§ **Task description**
Copy, word for word, each line of the data below from the first through the line containing "transform-origin:9px; border-radius:9px; background:#576965", and stop there.
── Task material ──
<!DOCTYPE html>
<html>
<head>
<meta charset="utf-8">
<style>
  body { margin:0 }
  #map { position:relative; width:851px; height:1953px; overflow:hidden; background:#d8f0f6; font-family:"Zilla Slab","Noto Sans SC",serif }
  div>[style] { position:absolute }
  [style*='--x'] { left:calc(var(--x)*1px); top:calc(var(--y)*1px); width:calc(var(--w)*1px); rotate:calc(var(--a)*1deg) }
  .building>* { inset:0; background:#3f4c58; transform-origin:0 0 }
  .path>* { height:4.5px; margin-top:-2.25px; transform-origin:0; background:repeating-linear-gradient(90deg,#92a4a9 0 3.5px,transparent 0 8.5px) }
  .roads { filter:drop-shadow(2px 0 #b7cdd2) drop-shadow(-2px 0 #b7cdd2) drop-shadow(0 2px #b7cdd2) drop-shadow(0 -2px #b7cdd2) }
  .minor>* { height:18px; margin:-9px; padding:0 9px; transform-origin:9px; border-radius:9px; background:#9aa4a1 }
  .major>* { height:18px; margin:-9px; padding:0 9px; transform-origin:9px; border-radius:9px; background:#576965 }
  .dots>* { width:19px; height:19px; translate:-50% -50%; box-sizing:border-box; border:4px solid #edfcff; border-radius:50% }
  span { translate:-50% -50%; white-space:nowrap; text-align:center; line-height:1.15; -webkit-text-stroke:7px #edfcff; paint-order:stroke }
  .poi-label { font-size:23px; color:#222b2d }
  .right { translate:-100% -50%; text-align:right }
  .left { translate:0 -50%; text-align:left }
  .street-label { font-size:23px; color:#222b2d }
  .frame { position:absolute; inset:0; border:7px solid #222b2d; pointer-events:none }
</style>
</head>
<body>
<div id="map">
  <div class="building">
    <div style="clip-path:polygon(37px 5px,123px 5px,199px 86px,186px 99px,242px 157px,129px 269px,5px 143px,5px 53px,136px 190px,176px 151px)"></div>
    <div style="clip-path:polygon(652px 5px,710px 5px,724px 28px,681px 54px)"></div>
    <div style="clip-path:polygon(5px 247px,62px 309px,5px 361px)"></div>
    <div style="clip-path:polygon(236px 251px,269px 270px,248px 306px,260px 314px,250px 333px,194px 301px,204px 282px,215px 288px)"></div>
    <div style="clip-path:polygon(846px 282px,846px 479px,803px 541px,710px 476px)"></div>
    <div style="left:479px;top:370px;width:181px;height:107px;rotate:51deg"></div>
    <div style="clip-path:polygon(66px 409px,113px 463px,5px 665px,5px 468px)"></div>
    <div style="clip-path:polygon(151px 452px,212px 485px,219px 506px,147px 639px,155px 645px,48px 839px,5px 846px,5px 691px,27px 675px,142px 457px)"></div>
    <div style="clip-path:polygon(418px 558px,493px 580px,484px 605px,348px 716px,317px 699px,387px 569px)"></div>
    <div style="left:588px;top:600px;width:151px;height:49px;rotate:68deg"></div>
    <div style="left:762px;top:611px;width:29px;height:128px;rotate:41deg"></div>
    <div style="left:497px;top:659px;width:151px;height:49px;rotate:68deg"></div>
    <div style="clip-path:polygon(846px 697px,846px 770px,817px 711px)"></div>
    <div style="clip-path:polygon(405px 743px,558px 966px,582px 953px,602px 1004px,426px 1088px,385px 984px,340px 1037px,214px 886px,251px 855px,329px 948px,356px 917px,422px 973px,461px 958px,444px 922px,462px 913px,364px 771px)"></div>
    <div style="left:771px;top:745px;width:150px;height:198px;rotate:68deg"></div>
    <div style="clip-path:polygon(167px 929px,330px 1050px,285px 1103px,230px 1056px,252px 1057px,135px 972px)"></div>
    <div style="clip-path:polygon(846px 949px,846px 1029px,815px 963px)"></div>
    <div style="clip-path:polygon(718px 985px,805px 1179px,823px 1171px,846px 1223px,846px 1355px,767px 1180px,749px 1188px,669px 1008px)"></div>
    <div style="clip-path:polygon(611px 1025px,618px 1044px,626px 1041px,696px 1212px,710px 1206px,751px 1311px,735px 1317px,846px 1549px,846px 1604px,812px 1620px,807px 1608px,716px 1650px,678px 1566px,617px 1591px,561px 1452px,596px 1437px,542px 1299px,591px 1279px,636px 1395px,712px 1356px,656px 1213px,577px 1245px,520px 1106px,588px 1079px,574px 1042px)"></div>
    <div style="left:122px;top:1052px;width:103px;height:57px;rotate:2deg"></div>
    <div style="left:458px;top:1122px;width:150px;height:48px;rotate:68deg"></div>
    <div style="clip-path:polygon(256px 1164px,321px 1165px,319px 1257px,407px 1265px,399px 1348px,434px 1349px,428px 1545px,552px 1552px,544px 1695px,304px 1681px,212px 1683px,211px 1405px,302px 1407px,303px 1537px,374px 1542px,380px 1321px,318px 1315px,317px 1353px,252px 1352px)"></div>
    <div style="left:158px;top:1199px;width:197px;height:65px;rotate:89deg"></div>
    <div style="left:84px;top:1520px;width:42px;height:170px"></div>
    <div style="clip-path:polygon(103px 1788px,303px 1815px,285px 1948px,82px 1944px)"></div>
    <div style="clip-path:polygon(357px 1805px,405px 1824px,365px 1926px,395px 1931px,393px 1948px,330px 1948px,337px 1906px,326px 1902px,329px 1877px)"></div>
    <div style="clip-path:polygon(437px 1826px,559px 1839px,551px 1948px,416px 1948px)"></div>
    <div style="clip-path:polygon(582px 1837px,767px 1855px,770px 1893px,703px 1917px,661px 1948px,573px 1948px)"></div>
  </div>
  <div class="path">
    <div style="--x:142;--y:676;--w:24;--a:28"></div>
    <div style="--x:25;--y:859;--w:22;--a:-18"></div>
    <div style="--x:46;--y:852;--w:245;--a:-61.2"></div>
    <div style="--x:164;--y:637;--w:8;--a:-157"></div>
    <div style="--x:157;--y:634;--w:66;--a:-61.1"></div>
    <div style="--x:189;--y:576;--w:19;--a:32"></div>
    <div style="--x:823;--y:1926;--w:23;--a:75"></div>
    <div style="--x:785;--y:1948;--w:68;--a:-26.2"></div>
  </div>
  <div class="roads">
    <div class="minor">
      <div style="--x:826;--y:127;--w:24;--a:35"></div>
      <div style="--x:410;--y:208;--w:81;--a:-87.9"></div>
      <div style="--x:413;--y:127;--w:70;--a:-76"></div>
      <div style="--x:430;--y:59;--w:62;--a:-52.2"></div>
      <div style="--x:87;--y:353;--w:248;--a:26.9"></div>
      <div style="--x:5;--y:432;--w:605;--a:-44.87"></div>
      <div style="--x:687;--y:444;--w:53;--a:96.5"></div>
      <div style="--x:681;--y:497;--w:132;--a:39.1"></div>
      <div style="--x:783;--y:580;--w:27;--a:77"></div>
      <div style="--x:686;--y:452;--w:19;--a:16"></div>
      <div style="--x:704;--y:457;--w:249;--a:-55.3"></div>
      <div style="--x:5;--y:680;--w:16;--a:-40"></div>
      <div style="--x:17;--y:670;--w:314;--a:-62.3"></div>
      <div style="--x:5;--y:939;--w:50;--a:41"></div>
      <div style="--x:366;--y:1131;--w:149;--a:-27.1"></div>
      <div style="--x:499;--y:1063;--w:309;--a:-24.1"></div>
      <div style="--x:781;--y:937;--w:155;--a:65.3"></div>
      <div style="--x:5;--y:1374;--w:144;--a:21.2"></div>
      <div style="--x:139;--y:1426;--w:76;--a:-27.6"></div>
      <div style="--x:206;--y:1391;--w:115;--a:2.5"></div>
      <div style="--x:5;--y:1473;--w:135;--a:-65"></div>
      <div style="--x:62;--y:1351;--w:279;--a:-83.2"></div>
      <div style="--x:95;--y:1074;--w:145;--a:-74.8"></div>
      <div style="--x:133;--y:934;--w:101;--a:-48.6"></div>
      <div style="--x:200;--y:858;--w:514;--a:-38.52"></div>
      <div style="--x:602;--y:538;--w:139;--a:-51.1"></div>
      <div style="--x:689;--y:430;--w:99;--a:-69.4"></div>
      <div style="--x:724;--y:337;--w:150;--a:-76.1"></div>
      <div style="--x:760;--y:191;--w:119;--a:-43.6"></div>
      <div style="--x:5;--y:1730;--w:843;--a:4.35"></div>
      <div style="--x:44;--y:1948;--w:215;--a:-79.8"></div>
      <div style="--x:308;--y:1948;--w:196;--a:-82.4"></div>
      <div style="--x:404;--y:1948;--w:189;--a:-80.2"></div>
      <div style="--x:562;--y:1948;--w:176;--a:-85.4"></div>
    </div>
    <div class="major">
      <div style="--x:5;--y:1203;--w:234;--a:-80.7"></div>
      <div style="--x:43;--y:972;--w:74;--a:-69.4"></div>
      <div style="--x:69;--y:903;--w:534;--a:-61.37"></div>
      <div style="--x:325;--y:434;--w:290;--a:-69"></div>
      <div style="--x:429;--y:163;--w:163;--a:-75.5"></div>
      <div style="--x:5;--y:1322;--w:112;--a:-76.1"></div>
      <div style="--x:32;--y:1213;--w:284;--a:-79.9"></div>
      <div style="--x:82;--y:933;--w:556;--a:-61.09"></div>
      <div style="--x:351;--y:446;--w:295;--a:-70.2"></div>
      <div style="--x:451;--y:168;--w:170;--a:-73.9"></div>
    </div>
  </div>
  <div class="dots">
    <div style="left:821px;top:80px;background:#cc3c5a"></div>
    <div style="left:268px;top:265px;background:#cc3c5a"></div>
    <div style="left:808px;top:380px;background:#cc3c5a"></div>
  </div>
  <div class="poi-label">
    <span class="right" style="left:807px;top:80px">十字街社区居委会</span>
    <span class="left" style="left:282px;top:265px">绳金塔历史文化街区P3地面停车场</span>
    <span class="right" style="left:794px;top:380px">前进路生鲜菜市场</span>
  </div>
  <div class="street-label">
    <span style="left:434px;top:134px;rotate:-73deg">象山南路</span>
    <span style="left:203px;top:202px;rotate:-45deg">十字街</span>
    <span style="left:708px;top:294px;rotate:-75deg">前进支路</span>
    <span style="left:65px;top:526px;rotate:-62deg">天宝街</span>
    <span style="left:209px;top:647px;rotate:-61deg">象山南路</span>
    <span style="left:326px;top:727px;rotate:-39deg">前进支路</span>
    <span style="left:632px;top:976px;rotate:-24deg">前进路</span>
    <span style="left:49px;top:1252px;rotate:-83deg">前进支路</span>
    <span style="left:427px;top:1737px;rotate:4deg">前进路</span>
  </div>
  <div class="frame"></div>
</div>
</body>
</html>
───
§ **Reply to the task**
<!DOCTYPE html>
<html>
<head>
<meta charset="utf-8">
<style>
  body { margin:0 }
  #map { position:relative; width:851px; height:1953px; overflow:hidden; background:#d8f0f6; font-family:"Zilla Slab","Noto Sans SC",serif }
  div>[style] { position:absolute }
  [style*='--x'] { left:calc(var(--x)*1px); top:calc(var(--y)*1px); width:calc(var(--w)*1px); rotate:calc(var(--a)*1deg) }
  .building>* { inset:0; background:#3f4c58; transform-origin:0 0 }
  .path>* { height:4.5px; margin-top:-2.25px; transform-origin:0; background:repeating-linear-gradient(90deg,#92a4a9 0 3.5px,transparent 0 8.5px) }
  .roads { filter:drop-shadow(2px 0 #b7cdd2) drop-shadow(-2px 0 #b7cdd2) drop-shadow(0 2px #b7cdd2) drop-shadow(0 -2px #b7cdd2) }
  .minor>* { height:18px; margin:-9px; padding:0 9px; transform-origin:9px; border-radius:9px; background:#9aa4a1 }
  .major>* { height:18px; margin:-9px; padding:0 9px; transform-origin:9px; border-radius:9px; background:#576965 }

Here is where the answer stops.